**About this task:** Gather each line in the entries that includes the string "Holiday".

(Given entries)

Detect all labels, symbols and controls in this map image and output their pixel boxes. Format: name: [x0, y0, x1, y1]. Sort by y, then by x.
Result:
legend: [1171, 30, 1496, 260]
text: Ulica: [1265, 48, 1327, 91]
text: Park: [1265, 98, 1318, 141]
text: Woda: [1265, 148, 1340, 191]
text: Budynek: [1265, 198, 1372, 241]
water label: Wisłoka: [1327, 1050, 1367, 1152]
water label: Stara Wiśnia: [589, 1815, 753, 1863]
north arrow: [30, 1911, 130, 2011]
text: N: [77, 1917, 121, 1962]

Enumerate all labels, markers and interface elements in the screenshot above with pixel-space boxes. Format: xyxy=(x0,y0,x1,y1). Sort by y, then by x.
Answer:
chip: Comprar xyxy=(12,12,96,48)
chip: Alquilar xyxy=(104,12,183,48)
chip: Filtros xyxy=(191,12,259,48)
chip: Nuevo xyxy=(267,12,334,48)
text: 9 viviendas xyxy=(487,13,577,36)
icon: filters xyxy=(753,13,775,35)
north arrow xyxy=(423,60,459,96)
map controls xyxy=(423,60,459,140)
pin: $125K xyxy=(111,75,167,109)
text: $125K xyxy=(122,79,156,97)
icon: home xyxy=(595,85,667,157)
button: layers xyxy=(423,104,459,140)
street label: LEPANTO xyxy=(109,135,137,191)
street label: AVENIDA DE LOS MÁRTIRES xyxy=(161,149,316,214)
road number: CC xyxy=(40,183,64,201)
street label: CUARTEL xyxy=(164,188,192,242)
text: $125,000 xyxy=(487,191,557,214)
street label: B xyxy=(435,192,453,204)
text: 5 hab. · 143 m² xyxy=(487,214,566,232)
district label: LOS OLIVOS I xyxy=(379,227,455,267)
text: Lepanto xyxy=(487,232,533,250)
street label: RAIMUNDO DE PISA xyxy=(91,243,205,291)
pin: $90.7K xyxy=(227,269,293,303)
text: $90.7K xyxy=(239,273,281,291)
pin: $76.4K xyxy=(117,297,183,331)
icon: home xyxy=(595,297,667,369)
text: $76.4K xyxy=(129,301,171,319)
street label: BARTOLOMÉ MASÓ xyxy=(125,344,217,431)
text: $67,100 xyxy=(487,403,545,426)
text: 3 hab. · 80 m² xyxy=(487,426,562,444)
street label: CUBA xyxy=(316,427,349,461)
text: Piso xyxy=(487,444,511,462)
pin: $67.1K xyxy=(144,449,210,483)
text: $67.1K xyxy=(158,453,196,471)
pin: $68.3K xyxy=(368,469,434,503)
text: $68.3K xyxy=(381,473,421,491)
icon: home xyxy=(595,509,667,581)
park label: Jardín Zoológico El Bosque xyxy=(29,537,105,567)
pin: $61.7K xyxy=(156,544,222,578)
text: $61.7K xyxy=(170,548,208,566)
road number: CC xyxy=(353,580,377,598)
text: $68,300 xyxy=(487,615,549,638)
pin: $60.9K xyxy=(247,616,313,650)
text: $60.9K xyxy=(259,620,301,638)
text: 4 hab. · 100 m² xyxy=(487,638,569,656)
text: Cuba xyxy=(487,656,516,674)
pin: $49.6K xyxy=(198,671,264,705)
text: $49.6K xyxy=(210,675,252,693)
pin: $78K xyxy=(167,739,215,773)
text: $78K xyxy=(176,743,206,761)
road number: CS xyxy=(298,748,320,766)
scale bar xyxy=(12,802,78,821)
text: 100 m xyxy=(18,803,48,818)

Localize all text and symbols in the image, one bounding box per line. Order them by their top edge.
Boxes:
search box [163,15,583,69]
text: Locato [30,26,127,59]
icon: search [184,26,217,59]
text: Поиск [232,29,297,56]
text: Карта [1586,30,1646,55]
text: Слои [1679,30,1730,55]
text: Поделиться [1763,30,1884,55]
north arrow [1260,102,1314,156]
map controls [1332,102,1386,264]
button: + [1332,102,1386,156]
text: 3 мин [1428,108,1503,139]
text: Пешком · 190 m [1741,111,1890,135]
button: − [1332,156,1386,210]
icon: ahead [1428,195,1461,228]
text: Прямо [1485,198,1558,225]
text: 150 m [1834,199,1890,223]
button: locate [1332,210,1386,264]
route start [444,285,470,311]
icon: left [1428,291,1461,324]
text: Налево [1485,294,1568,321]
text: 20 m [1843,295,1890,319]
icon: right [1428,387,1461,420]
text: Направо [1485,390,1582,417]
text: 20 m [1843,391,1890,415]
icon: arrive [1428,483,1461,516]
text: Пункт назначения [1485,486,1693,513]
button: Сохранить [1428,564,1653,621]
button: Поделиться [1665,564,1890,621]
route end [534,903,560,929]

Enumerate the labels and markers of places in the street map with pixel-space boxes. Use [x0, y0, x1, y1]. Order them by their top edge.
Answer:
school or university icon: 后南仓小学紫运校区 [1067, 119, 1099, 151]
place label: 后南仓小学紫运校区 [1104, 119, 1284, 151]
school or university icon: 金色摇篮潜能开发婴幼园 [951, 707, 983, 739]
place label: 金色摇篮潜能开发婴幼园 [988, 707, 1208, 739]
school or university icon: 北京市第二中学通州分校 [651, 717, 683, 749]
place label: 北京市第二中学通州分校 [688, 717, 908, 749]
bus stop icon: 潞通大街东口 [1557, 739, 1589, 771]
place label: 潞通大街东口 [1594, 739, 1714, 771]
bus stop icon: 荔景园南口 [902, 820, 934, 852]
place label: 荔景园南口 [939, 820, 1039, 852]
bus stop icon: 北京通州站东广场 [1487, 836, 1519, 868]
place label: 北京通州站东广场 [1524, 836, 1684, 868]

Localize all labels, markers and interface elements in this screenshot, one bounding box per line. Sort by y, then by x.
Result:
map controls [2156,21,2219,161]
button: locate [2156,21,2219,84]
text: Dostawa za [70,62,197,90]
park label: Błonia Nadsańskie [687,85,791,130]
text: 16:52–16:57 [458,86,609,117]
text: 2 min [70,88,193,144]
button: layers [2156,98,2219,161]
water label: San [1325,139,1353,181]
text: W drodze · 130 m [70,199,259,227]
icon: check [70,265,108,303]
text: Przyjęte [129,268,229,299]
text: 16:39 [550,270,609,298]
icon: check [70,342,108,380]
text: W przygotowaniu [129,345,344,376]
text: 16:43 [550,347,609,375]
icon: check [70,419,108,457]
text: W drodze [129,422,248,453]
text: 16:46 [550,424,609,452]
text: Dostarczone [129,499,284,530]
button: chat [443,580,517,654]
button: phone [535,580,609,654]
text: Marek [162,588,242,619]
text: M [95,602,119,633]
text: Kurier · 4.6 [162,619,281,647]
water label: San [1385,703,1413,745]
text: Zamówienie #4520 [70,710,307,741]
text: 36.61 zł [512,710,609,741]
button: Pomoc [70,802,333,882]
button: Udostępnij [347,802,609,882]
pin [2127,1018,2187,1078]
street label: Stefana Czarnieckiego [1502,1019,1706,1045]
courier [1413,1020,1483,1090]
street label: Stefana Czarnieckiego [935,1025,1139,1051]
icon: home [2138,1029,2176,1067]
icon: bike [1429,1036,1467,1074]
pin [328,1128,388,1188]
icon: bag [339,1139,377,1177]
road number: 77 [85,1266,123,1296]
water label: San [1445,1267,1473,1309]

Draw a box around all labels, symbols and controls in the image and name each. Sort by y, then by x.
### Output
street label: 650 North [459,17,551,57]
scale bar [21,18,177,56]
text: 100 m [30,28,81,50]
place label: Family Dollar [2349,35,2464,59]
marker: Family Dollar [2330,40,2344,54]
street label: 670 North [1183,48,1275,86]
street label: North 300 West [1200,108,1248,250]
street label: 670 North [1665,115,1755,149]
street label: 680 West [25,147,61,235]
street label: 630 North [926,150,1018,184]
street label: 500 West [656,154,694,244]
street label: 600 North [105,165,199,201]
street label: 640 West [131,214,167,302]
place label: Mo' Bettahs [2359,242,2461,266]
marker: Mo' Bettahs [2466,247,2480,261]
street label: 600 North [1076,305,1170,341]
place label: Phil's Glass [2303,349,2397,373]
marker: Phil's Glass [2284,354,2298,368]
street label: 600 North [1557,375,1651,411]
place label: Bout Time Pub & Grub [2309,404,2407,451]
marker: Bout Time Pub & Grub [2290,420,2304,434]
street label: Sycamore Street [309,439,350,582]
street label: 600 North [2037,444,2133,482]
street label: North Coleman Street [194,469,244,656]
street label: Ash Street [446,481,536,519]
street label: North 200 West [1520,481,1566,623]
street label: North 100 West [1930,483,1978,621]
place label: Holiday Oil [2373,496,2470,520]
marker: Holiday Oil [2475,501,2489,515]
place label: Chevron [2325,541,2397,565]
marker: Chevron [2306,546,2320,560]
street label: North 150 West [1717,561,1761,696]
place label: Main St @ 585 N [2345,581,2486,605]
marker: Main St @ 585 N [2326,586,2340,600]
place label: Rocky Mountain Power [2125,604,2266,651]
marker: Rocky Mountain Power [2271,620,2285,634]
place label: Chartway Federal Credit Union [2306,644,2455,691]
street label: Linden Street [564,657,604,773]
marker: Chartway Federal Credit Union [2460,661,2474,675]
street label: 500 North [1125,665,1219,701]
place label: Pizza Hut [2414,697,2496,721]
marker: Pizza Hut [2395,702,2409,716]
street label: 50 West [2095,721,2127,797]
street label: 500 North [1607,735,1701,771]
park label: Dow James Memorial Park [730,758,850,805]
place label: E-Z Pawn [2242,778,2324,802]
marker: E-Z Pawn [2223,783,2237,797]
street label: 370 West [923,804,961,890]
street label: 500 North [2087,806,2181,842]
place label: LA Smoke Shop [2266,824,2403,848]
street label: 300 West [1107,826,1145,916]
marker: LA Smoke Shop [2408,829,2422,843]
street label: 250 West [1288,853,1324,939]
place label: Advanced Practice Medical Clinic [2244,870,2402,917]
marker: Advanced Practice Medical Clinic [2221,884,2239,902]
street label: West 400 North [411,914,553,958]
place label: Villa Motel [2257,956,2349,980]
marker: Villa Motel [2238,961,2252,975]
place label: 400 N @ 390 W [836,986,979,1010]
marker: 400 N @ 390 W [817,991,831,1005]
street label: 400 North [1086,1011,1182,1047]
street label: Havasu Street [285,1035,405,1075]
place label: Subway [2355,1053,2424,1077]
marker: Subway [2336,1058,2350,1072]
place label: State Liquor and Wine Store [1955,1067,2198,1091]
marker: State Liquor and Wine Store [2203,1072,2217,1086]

(End Given entries)

**Answer box:**
place label: Holiday Oil [2373,496,2470,520]
marker: Holiday Oil [2475,501,2489,515]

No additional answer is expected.